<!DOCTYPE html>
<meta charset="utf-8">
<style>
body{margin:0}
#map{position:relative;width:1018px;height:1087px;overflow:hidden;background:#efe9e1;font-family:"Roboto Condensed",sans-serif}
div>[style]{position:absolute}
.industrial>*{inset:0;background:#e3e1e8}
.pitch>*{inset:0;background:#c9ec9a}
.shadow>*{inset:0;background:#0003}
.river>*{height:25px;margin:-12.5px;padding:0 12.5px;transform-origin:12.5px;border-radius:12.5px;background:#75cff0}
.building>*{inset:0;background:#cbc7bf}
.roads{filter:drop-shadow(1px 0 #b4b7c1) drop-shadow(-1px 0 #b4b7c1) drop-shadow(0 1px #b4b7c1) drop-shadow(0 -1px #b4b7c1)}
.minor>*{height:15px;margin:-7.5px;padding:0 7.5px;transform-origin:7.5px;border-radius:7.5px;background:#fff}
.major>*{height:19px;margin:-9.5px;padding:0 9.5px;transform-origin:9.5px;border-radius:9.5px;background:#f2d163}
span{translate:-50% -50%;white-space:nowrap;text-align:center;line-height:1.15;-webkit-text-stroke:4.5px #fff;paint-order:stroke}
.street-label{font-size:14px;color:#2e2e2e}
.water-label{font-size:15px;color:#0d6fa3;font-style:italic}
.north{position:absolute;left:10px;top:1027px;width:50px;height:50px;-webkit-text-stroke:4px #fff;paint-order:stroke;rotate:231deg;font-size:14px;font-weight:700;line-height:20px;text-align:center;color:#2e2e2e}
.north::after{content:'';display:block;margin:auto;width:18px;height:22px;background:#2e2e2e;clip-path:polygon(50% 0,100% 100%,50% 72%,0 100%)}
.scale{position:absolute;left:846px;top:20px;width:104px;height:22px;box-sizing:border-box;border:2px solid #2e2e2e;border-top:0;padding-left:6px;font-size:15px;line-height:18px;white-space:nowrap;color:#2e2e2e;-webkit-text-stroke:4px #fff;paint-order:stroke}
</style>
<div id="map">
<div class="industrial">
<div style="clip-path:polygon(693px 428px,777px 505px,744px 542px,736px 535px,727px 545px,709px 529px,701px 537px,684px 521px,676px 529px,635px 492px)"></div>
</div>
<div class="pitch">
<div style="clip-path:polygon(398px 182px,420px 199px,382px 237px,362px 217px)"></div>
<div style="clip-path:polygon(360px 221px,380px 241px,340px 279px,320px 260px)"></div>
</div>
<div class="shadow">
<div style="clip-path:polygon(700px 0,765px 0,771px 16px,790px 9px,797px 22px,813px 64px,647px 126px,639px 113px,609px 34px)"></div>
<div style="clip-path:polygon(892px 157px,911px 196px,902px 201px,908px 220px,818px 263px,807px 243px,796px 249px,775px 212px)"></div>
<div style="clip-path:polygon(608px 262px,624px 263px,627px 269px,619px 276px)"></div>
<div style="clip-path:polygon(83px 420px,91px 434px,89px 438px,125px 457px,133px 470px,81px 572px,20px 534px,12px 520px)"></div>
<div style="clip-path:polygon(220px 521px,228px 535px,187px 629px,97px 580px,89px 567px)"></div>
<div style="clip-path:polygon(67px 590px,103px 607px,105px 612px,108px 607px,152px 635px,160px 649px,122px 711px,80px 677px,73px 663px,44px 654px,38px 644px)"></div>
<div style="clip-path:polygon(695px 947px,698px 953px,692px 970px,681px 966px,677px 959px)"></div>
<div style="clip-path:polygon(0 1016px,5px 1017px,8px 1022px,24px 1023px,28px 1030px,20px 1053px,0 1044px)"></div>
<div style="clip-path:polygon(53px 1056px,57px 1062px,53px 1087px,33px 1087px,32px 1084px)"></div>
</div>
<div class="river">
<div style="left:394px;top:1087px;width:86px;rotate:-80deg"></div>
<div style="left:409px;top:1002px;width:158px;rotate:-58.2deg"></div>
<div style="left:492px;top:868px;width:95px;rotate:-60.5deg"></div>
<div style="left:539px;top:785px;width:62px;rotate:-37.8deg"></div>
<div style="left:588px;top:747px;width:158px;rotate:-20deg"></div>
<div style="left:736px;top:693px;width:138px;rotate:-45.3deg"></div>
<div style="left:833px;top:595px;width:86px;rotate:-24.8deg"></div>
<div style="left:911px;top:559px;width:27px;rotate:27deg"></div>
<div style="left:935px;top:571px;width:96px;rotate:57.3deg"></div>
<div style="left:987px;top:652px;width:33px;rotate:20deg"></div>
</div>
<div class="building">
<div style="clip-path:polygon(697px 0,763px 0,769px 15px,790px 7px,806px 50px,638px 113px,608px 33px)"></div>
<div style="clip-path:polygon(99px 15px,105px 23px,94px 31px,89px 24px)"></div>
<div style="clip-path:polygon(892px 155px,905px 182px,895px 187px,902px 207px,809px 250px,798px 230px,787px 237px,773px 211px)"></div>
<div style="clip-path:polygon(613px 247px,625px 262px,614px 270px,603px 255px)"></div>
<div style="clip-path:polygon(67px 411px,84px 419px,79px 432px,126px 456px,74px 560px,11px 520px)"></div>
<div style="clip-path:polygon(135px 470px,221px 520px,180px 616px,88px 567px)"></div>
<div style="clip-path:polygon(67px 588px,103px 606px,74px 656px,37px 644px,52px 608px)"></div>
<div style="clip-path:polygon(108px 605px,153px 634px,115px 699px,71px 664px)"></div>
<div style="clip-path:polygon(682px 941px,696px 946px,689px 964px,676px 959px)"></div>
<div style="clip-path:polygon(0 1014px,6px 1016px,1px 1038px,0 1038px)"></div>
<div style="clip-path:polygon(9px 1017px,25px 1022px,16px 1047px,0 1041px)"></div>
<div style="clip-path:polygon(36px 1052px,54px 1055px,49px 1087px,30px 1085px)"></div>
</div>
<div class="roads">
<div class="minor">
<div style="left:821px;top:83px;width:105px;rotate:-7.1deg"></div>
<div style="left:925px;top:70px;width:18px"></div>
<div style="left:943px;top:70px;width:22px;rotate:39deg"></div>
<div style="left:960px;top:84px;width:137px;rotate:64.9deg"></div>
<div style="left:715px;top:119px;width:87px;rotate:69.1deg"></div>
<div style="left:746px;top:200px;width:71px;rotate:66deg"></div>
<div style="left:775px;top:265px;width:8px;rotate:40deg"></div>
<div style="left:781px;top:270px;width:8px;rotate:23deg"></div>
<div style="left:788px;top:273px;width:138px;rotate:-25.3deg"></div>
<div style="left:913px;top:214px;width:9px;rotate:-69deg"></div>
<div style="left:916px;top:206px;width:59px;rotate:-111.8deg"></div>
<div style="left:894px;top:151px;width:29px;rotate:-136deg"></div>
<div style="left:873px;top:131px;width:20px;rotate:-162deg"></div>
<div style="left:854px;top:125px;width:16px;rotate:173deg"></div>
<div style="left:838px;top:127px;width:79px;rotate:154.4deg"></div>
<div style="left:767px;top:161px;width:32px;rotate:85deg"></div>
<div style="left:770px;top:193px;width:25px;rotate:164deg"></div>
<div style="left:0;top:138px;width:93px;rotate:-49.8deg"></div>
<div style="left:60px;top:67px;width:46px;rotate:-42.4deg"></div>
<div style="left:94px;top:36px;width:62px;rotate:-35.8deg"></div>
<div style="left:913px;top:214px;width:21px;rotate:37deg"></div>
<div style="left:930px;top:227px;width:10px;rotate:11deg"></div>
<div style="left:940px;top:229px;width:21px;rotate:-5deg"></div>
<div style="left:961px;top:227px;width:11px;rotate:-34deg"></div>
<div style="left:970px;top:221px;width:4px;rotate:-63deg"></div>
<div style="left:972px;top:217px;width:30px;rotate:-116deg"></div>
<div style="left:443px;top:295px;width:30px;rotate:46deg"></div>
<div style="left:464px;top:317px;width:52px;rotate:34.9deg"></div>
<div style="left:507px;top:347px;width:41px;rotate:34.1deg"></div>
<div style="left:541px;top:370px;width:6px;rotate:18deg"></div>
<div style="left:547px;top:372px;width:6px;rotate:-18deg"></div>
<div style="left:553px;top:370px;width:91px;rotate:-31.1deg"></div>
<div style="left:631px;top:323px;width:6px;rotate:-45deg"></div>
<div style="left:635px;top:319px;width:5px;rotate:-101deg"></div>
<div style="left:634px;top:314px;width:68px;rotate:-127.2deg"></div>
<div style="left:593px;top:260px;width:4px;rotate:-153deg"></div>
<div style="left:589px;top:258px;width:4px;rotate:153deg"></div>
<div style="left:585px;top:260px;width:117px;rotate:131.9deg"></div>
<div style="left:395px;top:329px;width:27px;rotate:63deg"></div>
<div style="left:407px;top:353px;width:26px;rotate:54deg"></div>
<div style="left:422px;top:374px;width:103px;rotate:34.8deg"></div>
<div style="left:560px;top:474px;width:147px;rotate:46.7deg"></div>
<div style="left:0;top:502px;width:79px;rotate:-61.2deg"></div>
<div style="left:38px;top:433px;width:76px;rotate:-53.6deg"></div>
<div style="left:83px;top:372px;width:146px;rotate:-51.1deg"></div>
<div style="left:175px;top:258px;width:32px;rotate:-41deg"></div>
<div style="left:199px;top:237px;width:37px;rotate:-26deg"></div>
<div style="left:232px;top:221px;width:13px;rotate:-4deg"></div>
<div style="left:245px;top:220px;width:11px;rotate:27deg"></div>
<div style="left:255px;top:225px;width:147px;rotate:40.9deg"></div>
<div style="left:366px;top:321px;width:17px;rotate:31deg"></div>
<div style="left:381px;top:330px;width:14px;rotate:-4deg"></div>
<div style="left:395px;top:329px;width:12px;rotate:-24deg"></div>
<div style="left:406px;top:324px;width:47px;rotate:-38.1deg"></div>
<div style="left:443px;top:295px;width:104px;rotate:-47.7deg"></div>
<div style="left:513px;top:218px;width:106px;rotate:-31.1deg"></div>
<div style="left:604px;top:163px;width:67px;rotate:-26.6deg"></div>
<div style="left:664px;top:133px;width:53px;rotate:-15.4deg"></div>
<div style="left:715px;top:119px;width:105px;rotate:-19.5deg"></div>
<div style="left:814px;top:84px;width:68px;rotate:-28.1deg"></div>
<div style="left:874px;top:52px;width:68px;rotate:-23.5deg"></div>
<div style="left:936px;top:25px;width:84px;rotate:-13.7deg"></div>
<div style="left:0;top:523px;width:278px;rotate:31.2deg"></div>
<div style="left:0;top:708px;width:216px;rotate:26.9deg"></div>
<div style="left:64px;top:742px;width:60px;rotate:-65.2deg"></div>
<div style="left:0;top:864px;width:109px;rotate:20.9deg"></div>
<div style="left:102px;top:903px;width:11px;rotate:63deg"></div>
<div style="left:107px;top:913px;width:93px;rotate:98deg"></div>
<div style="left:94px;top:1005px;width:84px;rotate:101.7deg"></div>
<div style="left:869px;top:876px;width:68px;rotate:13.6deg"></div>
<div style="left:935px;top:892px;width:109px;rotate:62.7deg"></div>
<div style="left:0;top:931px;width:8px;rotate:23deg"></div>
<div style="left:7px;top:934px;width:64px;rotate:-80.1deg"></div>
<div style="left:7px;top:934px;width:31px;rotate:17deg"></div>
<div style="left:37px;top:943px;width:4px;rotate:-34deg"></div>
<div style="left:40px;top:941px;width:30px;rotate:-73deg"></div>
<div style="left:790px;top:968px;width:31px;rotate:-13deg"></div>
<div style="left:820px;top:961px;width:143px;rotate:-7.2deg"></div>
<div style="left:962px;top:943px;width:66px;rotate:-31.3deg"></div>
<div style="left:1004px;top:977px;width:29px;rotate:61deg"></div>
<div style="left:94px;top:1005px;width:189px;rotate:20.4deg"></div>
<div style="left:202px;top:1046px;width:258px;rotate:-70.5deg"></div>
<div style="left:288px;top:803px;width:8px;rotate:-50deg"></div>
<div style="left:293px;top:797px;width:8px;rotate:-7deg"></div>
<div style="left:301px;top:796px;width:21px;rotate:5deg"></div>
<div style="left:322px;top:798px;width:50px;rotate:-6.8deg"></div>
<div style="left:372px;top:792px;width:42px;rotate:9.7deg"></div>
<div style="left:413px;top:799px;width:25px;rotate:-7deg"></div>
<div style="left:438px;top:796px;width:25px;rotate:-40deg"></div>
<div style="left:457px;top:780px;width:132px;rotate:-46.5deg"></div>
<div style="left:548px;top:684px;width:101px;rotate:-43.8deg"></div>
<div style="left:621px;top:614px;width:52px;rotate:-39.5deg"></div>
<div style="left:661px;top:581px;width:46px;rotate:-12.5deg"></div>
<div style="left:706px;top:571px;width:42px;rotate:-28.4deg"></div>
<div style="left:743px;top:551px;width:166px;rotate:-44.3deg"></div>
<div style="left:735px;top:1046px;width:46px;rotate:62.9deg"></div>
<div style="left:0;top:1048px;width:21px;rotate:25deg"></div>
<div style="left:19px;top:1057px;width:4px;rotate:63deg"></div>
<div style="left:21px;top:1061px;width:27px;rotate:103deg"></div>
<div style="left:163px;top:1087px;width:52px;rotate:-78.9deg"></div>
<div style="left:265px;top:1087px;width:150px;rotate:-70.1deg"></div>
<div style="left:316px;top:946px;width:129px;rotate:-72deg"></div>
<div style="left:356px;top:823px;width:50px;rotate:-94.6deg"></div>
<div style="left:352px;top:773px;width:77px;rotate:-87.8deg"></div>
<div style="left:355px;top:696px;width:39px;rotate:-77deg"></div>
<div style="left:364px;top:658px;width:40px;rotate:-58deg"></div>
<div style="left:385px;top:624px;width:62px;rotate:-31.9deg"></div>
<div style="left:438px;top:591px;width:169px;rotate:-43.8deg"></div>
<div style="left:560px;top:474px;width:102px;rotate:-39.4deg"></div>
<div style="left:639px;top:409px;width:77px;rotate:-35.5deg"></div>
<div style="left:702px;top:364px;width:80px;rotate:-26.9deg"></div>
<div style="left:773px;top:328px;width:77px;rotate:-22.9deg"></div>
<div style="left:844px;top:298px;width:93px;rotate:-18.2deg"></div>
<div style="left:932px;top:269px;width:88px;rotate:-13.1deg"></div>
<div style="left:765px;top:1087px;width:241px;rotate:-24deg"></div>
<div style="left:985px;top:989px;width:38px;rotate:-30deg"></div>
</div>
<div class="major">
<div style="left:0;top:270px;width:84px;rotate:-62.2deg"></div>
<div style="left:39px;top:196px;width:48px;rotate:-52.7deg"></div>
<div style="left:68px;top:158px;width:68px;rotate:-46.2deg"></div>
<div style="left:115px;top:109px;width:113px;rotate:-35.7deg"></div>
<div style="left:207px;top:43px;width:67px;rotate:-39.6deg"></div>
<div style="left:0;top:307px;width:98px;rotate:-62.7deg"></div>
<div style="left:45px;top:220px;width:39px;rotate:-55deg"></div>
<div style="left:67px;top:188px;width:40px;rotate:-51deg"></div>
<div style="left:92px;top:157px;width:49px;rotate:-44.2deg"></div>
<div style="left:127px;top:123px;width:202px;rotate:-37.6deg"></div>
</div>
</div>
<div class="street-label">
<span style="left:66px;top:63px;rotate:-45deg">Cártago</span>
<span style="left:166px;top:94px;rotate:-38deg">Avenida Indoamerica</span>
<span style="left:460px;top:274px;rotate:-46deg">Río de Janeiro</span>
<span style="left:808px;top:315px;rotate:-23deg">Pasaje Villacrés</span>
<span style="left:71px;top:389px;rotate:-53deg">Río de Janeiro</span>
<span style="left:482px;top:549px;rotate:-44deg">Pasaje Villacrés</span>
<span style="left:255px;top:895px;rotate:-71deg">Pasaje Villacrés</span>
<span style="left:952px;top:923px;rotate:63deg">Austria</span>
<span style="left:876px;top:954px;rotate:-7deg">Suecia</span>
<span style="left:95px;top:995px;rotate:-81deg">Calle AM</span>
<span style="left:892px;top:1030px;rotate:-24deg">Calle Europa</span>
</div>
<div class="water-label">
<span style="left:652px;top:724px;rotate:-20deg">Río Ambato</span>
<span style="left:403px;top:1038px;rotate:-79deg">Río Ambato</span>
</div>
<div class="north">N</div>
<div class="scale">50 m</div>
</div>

********

* **Aim of the task**
From the entries above, collect every line with the string "river" in it.

* **Exercise output**
.river>*{height:25px;margin:-12.5px;padding:0 12.5px;transform-origin:12.5px;border-radius:12.5px;background:#75cff0}
<div class="river">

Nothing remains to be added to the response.